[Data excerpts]
"""

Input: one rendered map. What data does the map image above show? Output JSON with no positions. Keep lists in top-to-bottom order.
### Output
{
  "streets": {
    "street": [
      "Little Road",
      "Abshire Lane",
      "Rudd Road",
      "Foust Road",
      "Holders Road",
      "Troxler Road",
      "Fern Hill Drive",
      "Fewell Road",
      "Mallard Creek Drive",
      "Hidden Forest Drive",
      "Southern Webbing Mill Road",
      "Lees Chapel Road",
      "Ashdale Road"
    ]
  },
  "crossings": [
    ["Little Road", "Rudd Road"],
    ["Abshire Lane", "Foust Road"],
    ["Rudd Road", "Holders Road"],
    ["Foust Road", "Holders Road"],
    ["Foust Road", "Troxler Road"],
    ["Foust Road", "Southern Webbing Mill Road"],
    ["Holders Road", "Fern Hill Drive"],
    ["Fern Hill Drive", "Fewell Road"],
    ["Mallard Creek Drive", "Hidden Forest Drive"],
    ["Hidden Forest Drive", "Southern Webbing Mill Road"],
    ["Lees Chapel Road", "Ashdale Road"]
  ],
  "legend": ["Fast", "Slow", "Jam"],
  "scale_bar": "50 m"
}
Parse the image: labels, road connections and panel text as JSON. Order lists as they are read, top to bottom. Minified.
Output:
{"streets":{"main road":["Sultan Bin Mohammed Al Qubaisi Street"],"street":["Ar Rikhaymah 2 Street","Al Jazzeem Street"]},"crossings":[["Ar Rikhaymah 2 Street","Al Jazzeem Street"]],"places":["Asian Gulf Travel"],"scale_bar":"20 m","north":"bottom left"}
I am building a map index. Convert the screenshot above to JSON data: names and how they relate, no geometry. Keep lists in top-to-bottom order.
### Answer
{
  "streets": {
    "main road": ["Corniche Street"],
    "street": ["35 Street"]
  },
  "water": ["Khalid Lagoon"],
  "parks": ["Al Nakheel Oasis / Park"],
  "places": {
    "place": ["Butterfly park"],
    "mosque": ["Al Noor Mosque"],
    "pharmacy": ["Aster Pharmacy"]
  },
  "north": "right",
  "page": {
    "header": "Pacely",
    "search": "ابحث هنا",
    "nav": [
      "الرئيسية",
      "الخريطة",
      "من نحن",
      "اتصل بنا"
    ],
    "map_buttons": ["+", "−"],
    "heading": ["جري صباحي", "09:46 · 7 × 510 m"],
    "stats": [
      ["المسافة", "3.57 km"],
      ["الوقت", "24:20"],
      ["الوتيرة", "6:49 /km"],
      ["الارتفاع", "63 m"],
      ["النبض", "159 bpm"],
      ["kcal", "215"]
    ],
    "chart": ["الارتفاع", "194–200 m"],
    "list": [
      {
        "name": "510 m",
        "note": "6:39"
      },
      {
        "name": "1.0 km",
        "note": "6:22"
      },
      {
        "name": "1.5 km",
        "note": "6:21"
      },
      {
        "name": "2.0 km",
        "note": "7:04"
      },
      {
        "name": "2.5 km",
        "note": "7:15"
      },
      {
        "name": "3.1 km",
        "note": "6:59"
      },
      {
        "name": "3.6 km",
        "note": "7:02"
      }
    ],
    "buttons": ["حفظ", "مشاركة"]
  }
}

"""

What you have to do: Reproduce all of the records precisely. No word may differ.

Answer space:
Input: one rendered map. What data does the map image above show? Output JSON with no positions. Keep lists in top-to-bottom order.
### Output
{
  "streets": {
    "street": [
      "Little Road",
      "Abshire Lane",
      "Rudd Road",
      "Foust Road",
      "Holders Road",
      "Troxler Road",
      "Fern Hill Drive",
      "Fewell Road",
      "Mallard Creek Drive",
      "Hidden Forest Drive",
      "Southern Webbing Mill Road",
      "Lees Chapel Road",
      "Ashdale Road"
    ]
  },
  "crossings": [
    ["Little Road", "Rudd Road"],
    ["Abshire Lane", "Foust Road"],
    ["Rudd Road", "Holders Road"],
    ["Foust Road", "Holders Road"],
    ["Foust Road", "Troxler Road"],
    ["Foust Road", "Southern Webbing Mill Road"],
    ["Holders Road", "Fern Hill Drive"],
    ["Fern Hill Drive", "Fewell Road"],
    ["Mallard Creek Drive", "Hidden Forest Drive"],
    ["Hidden Forest Drive", "Southern Webbing Mill Road"],
    ["Lees Chapel Road", "Ashdale Road"]
  ],
  "legend": ["Fast", "Slow", "Jam"],
  "scale_bar": "50 m"
}
Parse the image: labels, road connections and panel text as JSON. Order lists as they are read, top to bottom. Minified.
Output:
{"streets":{"main road":["Sultan Bin Mohammed Al Qubaisi Street"],"street":["Ar Rikhaymah 2 Street","Al Jazzeem Street"]},"crossings":[["Ar Rikhaymah 2 Street","Al Jazzeem Street"]],"places":["Asian Gulf Travel"],"scale_bar":"20 m","north":"bottom left"}
I am building a map index. Convert the screenshot above to JSON data: names and how they relate, no geometry. Keep lists in top-to-bottom order.
### Answer
{
  "streets": {
    "main road": ["Corniche Street"],
    "street": ["35 Street"]
  },
  "water": ["Khalid Lagoon"],
  "parks": ["Al Nakheel Oasis / Park"],
  "places": {
    "place": ["Butterfly park"],
    "mosque": ["Al Noor Mosque"],
    "pharmacy": ["Aster Pharmacy"]
  },
  "north": "right",
  "page": {
    "header": "Pacely",
    "search": "ابحث هنا",
    "nav": [
      "الرئيسية",
      "الخريطة",
      "من نحن",
      "اتصل بنا"
    ],
    "map_buttons": ["+", "−"],
    "heading": ["جري صباحي", "09:46 · 7 × 510 m"],
    "stats": [
      ["المسافة", "3.57 km"],
      ["الوقت", "24:20"],
      ["الوتيرة", "6:49 /km"],
      ["الارتفاع", "63 m"],
      ["النبض", "159 bpm"],
      ["kcal", "215"]
    ],
    "chart": ["الارتفاع", "194–200 m"],
    "list": [
      {
        "name": "510 m",
        "note": "6:39"
      },
      {
        "name": "1.0 km",
        "note": "6:22"
      },
      {
        "name": "1.5 km",
        "note": "6:21"
      },
      {
        "name": "2.0 km",
        "note": "7:04"
      },
      {
        "name": "2.5 km",
        "note": "7:15"
      },
      {
        "name": "3.1 km",
        "note": "6:59"
      },
      {
        "name": "3.6 km",
        "note": "7:02"
      }
    ],
    "buttons": ["حفظ", "مشاركة"]
  }
}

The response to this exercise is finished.